We understand post-anthropocentrism as a necessary antidote to anthropocentricism that downscales or transforms (but not dissolves) human interests and needs. Post-anthropocentrism is a way of paying careful attention to the interactions between humans and the rest of the natural world. We find post-anthropocentrism in every idea or action that perceives the more-than-human as valuable in itself rather than something thatmerely exists for the sake of certain human goals such as economic profit. Post-anthropocentric action is swiftly sowing seeds in many areas of contemporary societies (e.g., regenerative agriculture, climate movements, upscaled recycling).
PACA Diaries: A vision quest
We recently went on a retreat to explore and formulate a joint vision of PACA. With the aim to engage with nature and more-than-human critters as co-teachers, we packed our tents and hiking shoes and spent 24 hours at an alpaca park. From the slowness of our surroundings and a program centered around sensory based walking and 1:1 alpaca bonding came a lot of great discussions about creating echoes and giving back.
Our vision is to foster dynamic knowledge ecologies and establish an open space for dialogue, experimentation, co-creation, and learning that engages researchers, citizens, and communities and creates echoes in civil society. We strive to provide conceptual tools that disrupt prevailing anthropocentric worldviews and nuture emerging post-anthropocentric narratives to address the ecological devastations that arise from current production and consumption patterns.
Through the eyes of the Paca (the PACA mascot)
At first, I was sceptic about joining the alpaca trip. What good could come out of a trip with a bunch of homo-sapiens researchers wanting to pat a herd of fenced alpacas? As it turned out, the alpacas were clearly dominating the space, and my human friends learned to respect our sophisticated nature and sensitivity to physical contact. Watch the encounter for yourself below:
News
Funding
We have received support from the SDU Climate Cluster Fast Track Funding for the project “Farmer’s pasts and futures in Europe: memory, subjectivity, and resistance”. With this project, the researchers aim to develop and test a workshop that can bring together urban dwellers, rural people, and sustainability advocates in the effort to find a common path to more sustainable rural communities. Read more here .
Open positions
Our team is expanding. The Department of Business & Management invites applications for two new positions starting from January 2025 or soon thereafter: a 3-year PhD scholarship and a Research Assistant position. For more information on the job description and application process, see the announcements in the attached links. Feel free to share in your networks.
Recent publications
- Jordskred: bidrag til den nye naturtænkning
- Posthumanisme og økomarxisme – en falsk dikotomi?
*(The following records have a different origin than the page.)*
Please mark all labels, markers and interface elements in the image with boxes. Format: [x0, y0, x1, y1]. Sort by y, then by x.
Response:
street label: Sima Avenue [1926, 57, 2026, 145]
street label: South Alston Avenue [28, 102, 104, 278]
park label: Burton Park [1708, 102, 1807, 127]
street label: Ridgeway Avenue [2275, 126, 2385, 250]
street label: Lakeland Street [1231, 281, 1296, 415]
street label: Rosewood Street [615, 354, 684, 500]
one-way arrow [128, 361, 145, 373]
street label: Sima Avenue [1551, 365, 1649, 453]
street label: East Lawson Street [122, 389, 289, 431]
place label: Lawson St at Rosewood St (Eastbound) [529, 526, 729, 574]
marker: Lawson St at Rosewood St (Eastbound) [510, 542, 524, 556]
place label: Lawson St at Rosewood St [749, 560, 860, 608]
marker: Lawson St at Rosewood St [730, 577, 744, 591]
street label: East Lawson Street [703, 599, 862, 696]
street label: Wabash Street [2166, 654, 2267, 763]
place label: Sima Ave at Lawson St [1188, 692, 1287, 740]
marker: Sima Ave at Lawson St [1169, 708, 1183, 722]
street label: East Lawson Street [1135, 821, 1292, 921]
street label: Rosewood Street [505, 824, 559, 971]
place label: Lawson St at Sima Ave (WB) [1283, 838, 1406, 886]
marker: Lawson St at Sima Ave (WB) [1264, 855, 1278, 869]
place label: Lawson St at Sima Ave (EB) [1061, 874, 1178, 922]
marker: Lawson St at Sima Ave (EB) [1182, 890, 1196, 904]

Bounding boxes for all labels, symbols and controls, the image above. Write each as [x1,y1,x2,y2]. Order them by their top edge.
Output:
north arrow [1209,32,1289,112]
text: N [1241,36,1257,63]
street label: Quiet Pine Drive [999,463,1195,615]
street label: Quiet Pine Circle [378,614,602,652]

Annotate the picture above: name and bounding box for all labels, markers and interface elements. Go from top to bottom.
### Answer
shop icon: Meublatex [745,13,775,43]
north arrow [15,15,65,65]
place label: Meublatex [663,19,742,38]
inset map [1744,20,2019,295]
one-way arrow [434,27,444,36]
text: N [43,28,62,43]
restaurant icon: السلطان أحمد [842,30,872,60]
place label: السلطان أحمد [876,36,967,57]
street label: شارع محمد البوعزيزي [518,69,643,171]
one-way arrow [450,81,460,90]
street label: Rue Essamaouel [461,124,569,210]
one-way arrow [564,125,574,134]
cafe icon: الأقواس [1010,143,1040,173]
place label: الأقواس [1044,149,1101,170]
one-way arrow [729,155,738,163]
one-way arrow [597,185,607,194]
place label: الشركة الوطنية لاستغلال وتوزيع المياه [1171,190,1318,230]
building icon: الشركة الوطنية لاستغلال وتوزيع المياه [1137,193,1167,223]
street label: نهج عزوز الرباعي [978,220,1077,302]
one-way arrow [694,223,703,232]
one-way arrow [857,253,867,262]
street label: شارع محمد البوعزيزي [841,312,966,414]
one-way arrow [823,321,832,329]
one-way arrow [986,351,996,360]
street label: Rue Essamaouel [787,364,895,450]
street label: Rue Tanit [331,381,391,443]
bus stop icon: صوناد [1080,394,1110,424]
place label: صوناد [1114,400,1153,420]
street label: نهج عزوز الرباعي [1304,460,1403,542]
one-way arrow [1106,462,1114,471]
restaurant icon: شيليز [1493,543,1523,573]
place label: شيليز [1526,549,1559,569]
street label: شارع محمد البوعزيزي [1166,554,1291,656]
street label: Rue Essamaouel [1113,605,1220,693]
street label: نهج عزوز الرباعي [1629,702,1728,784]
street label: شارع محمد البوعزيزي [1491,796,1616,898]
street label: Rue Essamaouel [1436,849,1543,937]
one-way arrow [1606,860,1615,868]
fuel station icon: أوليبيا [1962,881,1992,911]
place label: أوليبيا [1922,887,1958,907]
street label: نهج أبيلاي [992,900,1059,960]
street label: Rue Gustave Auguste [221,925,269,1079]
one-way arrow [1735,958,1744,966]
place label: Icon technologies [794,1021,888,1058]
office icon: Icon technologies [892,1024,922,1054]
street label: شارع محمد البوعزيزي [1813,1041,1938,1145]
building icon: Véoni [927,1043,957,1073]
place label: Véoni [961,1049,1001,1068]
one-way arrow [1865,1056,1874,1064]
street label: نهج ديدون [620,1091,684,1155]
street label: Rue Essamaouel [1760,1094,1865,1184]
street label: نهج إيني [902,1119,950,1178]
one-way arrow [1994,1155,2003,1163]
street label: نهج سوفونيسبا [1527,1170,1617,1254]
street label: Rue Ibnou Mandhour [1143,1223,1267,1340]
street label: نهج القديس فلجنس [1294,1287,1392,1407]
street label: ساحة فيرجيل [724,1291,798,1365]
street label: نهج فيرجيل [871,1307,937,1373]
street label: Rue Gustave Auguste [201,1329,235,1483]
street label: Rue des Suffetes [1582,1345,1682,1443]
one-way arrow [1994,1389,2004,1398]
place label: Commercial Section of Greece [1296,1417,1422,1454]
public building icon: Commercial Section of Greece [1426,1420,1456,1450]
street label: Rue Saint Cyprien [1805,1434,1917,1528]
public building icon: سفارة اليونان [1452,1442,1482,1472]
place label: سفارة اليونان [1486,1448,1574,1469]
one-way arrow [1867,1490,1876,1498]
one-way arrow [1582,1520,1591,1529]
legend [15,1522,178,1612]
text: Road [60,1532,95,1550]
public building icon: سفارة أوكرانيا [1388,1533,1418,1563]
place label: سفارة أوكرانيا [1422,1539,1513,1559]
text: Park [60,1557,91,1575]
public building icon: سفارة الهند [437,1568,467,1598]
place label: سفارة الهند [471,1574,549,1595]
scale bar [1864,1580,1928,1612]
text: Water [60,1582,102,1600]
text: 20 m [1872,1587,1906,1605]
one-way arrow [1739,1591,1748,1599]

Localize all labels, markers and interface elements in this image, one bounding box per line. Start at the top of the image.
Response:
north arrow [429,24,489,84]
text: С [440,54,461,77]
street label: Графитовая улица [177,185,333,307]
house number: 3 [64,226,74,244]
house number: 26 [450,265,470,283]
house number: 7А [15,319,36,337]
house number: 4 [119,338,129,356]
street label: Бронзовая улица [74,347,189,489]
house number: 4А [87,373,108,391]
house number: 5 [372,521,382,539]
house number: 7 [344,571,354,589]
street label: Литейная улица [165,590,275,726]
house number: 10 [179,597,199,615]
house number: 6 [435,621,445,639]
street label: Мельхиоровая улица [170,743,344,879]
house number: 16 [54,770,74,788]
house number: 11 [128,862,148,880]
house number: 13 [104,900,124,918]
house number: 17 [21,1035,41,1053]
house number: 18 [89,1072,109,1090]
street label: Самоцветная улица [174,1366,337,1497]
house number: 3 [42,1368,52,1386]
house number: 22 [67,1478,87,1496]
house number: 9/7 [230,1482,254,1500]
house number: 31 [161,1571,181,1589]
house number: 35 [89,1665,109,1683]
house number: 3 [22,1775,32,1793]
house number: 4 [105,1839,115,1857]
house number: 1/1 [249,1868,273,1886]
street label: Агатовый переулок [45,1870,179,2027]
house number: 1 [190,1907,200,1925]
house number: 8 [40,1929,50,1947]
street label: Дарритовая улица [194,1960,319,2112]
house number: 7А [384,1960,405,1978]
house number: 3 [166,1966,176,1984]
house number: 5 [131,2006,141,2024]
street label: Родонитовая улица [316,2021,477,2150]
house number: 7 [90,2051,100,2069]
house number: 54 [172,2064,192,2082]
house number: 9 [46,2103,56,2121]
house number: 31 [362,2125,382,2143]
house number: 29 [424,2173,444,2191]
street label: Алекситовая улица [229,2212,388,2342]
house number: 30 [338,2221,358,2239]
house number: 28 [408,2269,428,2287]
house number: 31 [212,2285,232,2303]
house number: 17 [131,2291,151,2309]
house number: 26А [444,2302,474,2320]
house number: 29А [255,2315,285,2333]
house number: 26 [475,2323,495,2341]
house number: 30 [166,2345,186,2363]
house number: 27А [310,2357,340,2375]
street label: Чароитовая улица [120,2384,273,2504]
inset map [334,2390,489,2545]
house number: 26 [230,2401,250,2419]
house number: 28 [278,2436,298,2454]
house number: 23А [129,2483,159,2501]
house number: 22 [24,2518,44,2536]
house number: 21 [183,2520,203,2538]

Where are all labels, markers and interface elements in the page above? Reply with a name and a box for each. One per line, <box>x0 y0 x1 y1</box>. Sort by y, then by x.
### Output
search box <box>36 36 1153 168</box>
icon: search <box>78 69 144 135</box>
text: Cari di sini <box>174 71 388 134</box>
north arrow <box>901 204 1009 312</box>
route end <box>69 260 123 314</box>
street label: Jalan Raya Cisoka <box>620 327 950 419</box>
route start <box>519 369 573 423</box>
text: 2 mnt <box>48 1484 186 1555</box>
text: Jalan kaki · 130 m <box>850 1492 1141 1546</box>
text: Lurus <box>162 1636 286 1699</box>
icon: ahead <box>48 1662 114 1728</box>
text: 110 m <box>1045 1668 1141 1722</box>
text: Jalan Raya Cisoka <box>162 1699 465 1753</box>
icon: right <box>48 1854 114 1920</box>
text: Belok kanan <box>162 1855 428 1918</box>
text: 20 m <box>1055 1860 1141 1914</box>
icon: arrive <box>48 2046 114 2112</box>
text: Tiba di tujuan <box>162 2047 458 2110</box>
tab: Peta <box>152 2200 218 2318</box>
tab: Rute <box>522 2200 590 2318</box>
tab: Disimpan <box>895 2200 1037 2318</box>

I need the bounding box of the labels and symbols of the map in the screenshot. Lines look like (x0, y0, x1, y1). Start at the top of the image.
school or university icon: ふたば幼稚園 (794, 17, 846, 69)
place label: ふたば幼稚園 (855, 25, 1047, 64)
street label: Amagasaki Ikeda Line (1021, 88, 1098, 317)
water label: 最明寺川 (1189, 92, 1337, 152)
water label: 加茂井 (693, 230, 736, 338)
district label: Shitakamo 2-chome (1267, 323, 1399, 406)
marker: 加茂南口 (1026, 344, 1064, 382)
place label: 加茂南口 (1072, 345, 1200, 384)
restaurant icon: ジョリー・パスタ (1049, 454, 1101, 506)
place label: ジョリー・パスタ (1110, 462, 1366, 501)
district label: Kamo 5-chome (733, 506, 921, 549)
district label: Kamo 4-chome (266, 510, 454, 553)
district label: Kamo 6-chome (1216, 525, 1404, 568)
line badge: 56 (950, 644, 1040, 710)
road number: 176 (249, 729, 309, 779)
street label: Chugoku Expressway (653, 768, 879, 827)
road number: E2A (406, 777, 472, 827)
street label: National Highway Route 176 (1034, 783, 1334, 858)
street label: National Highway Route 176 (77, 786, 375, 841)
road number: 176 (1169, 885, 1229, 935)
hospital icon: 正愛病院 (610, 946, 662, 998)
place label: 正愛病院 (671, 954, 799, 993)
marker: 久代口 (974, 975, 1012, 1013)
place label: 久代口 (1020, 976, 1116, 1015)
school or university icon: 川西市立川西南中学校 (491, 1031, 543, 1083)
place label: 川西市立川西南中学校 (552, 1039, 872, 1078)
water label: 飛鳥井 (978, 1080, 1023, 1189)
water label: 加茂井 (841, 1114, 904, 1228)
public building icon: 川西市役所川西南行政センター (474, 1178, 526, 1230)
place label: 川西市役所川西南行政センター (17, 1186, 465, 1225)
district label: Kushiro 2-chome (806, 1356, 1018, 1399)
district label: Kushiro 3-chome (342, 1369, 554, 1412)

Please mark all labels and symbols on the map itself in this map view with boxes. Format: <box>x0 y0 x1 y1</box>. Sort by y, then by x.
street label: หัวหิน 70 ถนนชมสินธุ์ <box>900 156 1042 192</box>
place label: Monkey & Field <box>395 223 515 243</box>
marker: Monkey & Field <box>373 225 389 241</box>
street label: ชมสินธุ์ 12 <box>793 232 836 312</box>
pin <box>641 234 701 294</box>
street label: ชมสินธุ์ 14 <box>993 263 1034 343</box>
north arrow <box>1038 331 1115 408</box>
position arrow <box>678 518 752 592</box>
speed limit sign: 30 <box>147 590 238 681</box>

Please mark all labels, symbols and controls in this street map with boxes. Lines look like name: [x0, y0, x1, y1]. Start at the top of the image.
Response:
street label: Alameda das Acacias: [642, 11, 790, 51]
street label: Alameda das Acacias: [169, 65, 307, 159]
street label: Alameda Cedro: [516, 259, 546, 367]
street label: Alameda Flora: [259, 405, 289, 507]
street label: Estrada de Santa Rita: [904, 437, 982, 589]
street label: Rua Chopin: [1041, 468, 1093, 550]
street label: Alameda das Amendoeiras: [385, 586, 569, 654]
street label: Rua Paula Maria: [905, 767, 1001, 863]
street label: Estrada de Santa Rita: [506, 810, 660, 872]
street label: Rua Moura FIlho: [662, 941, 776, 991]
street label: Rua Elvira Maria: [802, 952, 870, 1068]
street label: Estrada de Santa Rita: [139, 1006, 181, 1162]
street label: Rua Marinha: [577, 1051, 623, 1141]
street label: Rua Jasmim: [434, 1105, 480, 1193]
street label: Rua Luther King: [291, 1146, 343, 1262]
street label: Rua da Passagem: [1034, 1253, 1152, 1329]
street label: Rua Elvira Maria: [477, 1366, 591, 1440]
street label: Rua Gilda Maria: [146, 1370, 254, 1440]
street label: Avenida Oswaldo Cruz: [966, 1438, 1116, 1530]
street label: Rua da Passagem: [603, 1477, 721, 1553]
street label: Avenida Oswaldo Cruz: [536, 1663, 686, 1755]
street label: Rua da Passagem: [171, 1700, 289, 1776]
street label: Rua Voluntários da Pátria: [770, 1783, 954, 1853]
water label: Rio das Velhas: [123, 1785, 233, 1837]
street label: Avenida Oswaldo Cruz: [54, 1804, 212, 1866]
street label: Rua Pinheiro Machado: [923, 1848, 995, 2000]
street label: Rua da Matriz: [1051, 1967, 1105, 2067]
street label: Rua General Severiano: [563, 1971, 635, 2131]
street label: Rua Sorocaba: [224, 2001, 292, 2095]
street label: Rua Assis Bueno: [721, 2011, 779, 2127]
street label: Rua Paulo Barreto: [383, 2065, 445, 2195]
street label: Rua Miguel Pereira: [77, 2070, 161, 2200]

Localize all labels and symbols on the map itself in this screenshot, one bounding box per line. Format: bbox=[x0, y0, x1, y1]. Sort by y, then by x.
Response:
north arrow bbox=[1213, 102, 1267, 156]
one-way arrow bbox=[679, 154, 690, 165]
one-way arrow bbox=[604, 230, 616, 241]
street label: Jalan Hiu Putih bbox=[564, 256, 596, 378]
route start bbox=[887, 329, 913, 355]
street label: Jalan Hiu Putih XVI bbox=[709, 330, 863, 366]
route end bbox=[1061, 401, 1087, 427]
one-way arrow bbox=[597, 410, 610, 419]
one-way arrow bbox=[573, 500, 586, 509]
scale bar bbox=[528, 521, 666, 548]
- Look up! Five research proposals for rethinking marketing in a post-growth society
- Climate Fiction for Leveraging High School Students' Far-Future Climate Perspectives.
- Shall we dance? How systemic intermediaries coordinate interaction within local sustainability initiatives over time.
PACA recommends…
Enter your summer holiday with some post-anthropocentric listening. The slow media organization For the Wild hosts and produces the for the wild podcast . Joined by researchers, activists, and local community representatives from across the world, the podcast is striving to be an anthology of the Anthropocene. Let Merlin Sheldrake walk you through his book Embodied Entanglements about our non-negotiable relationship with fungi or listen to Abena Offeh-Gyimah discuss the power of seeds and soil from the perspective of ancestral foods in Ghana.
Thanks for spending some time with the PACA Post. With hopes of a regenerative summer,
The PACA-team
If you want to strike up a conversation or receive the newsletter in your inbox let us know on paca@sdu.dk.
For more PACA related stuff, find us on Instagram @pacaclimateaction .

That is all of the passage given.